EXERCISE PROMPT: Examine each line of the data. Copy the line if it includes the word "canvas".

PROVIDED DATA: Begin

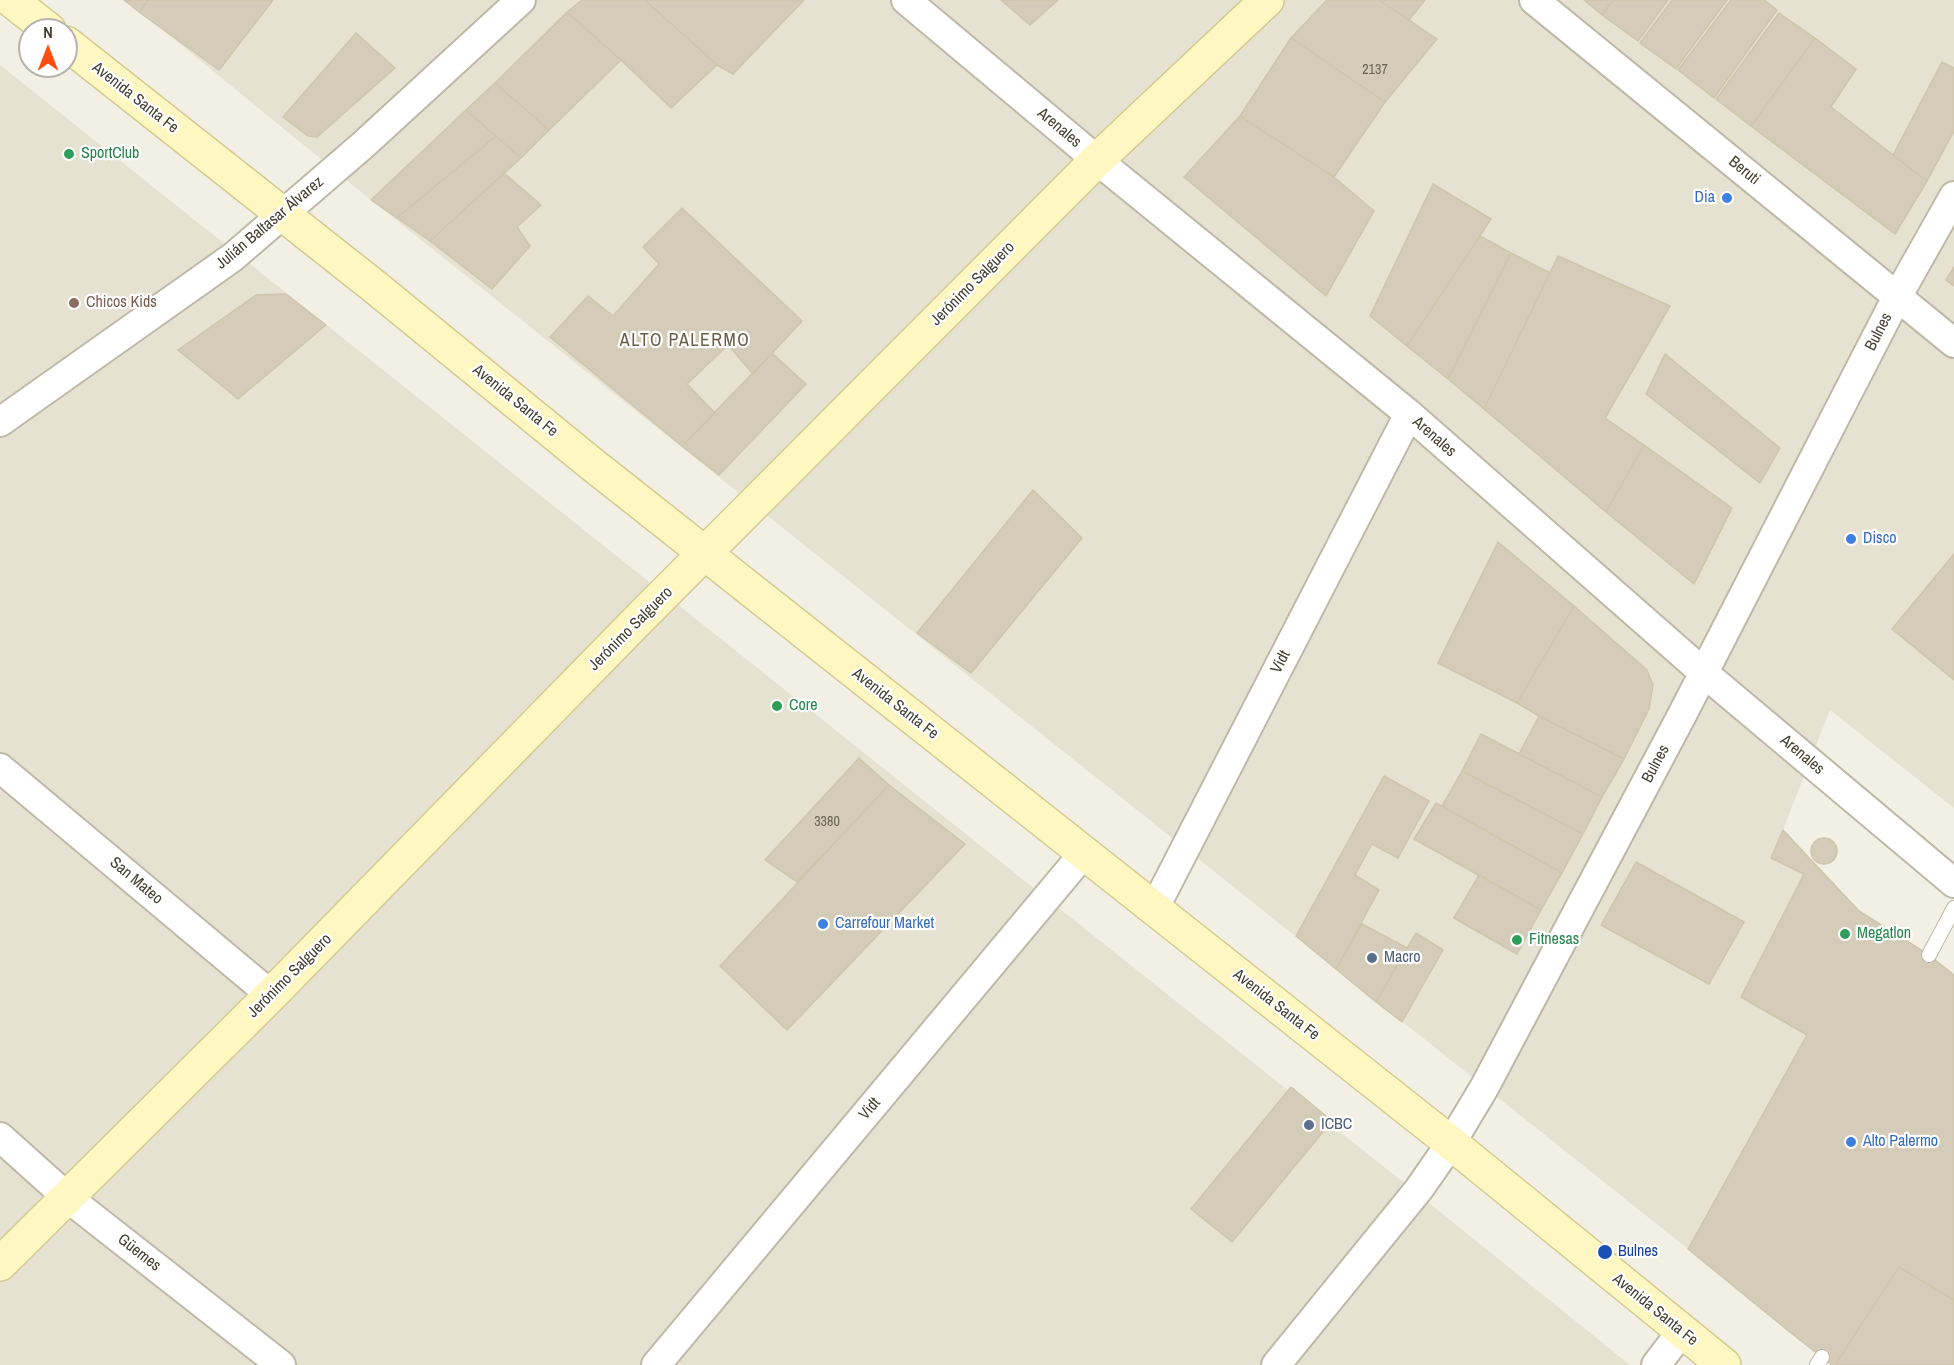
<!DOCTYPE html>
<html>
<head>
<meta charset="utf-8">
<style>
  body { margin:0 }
  #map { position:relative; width:1954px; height:1365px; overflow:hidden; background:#f2f0e4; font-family:"Archivo Narrow",sans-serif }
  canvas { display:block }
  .north { position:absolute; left:18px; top:18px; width:60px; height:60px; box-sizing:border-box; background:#fff; border:2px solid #b4b3ad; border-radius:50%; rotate:0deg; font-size:16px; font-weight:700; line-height:24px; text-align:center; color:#444033 }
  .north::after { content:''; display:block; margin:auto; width:21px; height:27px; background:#ff4d0e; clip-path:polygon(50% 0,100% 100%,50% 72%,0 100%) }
</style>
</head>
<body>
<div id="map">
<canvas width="1954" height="1365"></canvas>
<div class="north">N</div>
</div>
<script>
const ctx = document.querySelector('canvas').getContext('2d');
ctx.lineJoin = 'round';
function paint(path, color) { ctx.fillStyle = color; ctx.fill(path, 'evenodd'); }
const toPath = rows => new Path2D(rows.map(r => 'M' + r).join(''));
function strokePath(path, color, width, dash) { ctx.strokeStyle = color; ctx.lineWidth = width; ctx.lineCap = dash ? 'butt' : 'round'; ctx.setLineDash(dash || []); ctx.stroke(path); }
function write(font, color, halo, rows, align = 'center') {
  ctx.font = font + ' "Archivo Narrow",sans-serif'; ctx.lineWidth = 4.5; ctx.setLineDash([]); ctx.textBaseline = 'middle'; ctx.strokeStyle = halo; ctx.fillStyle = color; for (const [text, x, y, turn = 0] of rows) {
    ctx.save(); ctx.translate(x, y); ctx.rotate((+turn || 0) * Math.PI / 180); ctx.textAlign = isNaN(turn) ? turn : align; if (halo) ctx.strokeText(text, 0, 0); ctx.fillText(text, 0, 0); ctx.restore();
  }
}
paint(toPath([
  [126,0,1954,0,1954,808,1830,710,1772,858,1804,874,1742,997,1807,1035,1688,1249,371,200],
  [0,65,1388,1170,1630,1365,0,1365]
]), '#e6e2d1');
const building = toPath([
  [124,0,148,0,139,12,124,0],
  [148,0,273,0,219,70,139,12,148,0],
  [582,0,645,0,717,65,671,108,621,60,567,12,582,0],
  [645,0,804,0,733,74,717,65,645,0],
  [1001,0,1058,0,1030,25,1001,0],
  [1327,0,1379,0,1437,39,1385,102,1291,38,1327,0],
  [1379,0,1425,0,1409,20,1379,0],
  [1584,0,1613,0,1602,15,1584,0],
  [1613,0,1668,0,1638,41,1602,15,1613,0],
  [1672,0,1727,0,1676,69,1640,43,1672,0],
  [1731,0,1764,0,1777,10,1714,98,1678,70,1731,0],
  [567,12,621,60,549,130,495,83,567,12],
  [1779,13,1815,38,1751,126,1716,99,1779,13],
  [356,33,395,68,317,137,308,136,283,117,356,33],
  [1291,38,1385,102,1334,177,1240,116,1291,38],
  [1815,38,1856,69,1831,107,1927,181,1895,234,1751,126,1815,38],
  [1942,62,1954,68,1954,131,1927,181,1893,155,1942,62],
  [495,83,549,130,521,158,466,110,495,83],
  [466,110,496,136,397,218,371,200,466,110],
  [1240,116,1334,177,1374,211,1326,296,1184,177,1240,116],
  [496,136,521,158,430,241,397,218,496,136],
  [504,173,541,205,517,227,530,246,492,289,430,241,504,173],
  [1433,184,1491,219,1407,346,1370,316,1433,184],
  [682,208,802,321,753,374,728,345,687,384,715,413,682,446,550,337,588,296,613,316,659,264,643,247,682,208],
  [1480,236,1511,253,1448,379,1407,346,1480,236],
  [1511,253,1550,273,1484,409,1448,379,1511,253],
  [1558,256,1670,306,1605,418,1644,445,1606,512,1484,409,1558,256],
  [1954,267,1954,286,1946,280,1954,267],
  [286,294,326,325,238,399,178,350,256,295,286,294],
  [772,353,806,384,719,475,682,446,772,353],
  [1665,354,1780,448,1760,483,1646,394,1665,354],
  [1644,445,1732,508,1694,584,1606,512,1644,445],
  [1033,490,1082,538,971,673,917,633,1033,490],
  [1498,542,1574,606,1517,703,1438,663,1498,542],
  [1954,554,1954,680,1892,629,1954,554],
  [1574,606,1647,670,1653,685,1649,709,1624,759,1539,716,1517,703,1574,606],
  [1539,716,1624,759,1602,797,1519,754,1539,716],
  [1481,734,1602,797,1583,834,1462,771,1481,734],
  [859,758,889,785,797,882,765,860,859,758],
  [1462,771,1583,834,1562,873,1442,806,1462,771],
  [1384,776,1429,801,1398,858,1372,844,1355,875,1379,890,1336,969,1296,936,1384,776],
  [889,785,965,844,787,1030,720,966,889,785],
  [1436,803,1562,873,1541,910,1414,839,1436,803],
  [1783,830,1859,911,1929,955,1954,975,1954,1300,1899,1267,1835,1365,1832,1365,1791,1333,1688,1249,1807,1035,1741,997,1804,874,1771,858,1783,830],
  '1811 851a13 13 0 1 1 26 0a13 13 0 1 1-26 0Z',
  [1636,862,1744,922,1709,984,1601,925,1636,862],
  [1479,875,1541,910,1517,954,1454,918,1479,875],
  [1362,924,1407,948,1376,1002,1336,969,1362,924],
  [1416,933,1443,950,1402,1022,1376,1002,1416,933],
  [1291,1087,1332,1121,1232,1242,1191,1209,1291,1087],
  [1899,1267,1954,1300,1954,1365,1835,1365,1899,1267]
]);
paint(building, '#d4ccb9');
strokePath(building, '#cfc5ac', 1.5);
const lane = toPath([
  [1929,955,1954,908],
  [1817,1365,1822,1357]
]);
const street = toPath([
  [906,0,1097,160,1409,414,1704,673,1954,883],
  [1534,0,1954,343],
  [0,422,233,257,363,145,521,0],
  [0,768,271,995],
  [1154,909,1409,414],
  [0,1137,68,1198,281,1365],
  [656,1365,1084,853],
  [1276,1365,1419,1189,1451,1143,1484,1088,1682,715,1897,297,1954,196],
  [1656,1365,1682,1331]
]);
const secondary = toPath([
  [11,0,49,30],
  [66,43,375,287,588,461,1451,1143,1724,1365],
  [0,1264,271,995,640,618,1097,160,1267,0]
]);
strokePath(lane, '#beb8a6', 16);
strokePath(street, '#beb8a6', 32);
strokePath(secondary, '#d4ca92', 36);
strokePath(lane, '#fff', 14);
strokePath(street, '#fff', 28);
strokePath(secondary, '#fff7c1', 33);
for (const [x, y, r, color] of [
  [69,154,6,"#2e9e5b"],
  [1727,198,6,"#3f7fe0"],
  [74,303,6,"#8d6e63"],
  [1851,539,6,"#3f7fe0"],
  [777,706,6,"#2e9e5b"],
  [823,924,6,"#3f7fe0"],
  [1845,934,6,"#2e9e5b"],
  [1517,940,6,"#2e9e5b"],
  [1372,958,6,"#5c6f8a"],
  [1309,1125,6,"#5c6f8a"],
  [1851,1142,6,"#3f7fe0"],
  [1605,1252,8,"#1a4fb4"]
]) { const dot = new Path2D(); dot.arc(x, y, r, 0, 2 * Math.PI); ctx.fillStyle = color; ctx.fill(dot); strokePath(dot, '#fff', 2); }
write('14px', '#686354', null, [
  ["2137",1375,70],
  ["3380",827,822]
]);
write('16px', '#444033', '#fff', [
  ["Avenida Santa Fe",135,98,38],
  ["Arenales",1059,128,40],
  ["Beruti",1744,171,39],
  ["Julián Baltasar Álvarez",270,223,-40],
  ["Jerónimo Salguero",973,284,-45],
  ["Bulnes",1879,332,-63],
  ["Avenida Santa Fe",515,401,39],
  ["Arenales",1434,437,41],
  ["Jerónimo Salguero",631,629,-45],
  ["Vidt",1281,662,-63],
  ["Avenida Santa Fe",895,704,38],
  ["Arenales",1802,755,40],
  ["Bulnes",1656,764,-62],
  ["San Mateo",136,881,40],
  ["Jerónimo Salguero",290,976,-45],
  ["Avenida Santa Fe",1276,1005,38],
  ["Vidt",870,1109,-50],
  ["Güemes",139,1253,38],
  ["Avenida Santa Fe",1655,1310,39]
]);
write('16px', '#27864d', '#fff', [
  ["SportClub",81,154],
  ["Core",789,706],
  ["Megatlon",1857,934],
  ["Fitnesas",1529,940]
], 'left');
write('16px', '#366cbe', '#fff', [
  ["Dia",1715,198,"right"],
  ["Disco",1863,539],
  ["Carrefour Market",835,924],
  ["Alto Palermo",1863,1142]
], 'left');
write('16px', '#785e54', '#fff', [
  ["Chicos Kids",86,303]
], 'left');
write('16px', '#4e5e75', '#fff', [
  ["Macro",1384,958],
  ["ICBC",1321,1125]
], 'left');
write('16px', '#164399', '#fff', [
  ["Bulnes",1618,1252]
], 'left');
ctx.letterSpacing = '1.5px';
write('18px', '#675f4a', '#fff', [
  ["ALTO PALERMO",685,341]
]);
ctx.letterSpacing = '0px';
</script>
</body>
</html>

PROVIDED DATA: End

EXERCISE RESPONSE:
  canvas { display:block }
<canvas width="1954" height="1365"></canvas>
const ctx = document.querySelector('canvas').getContext('2d');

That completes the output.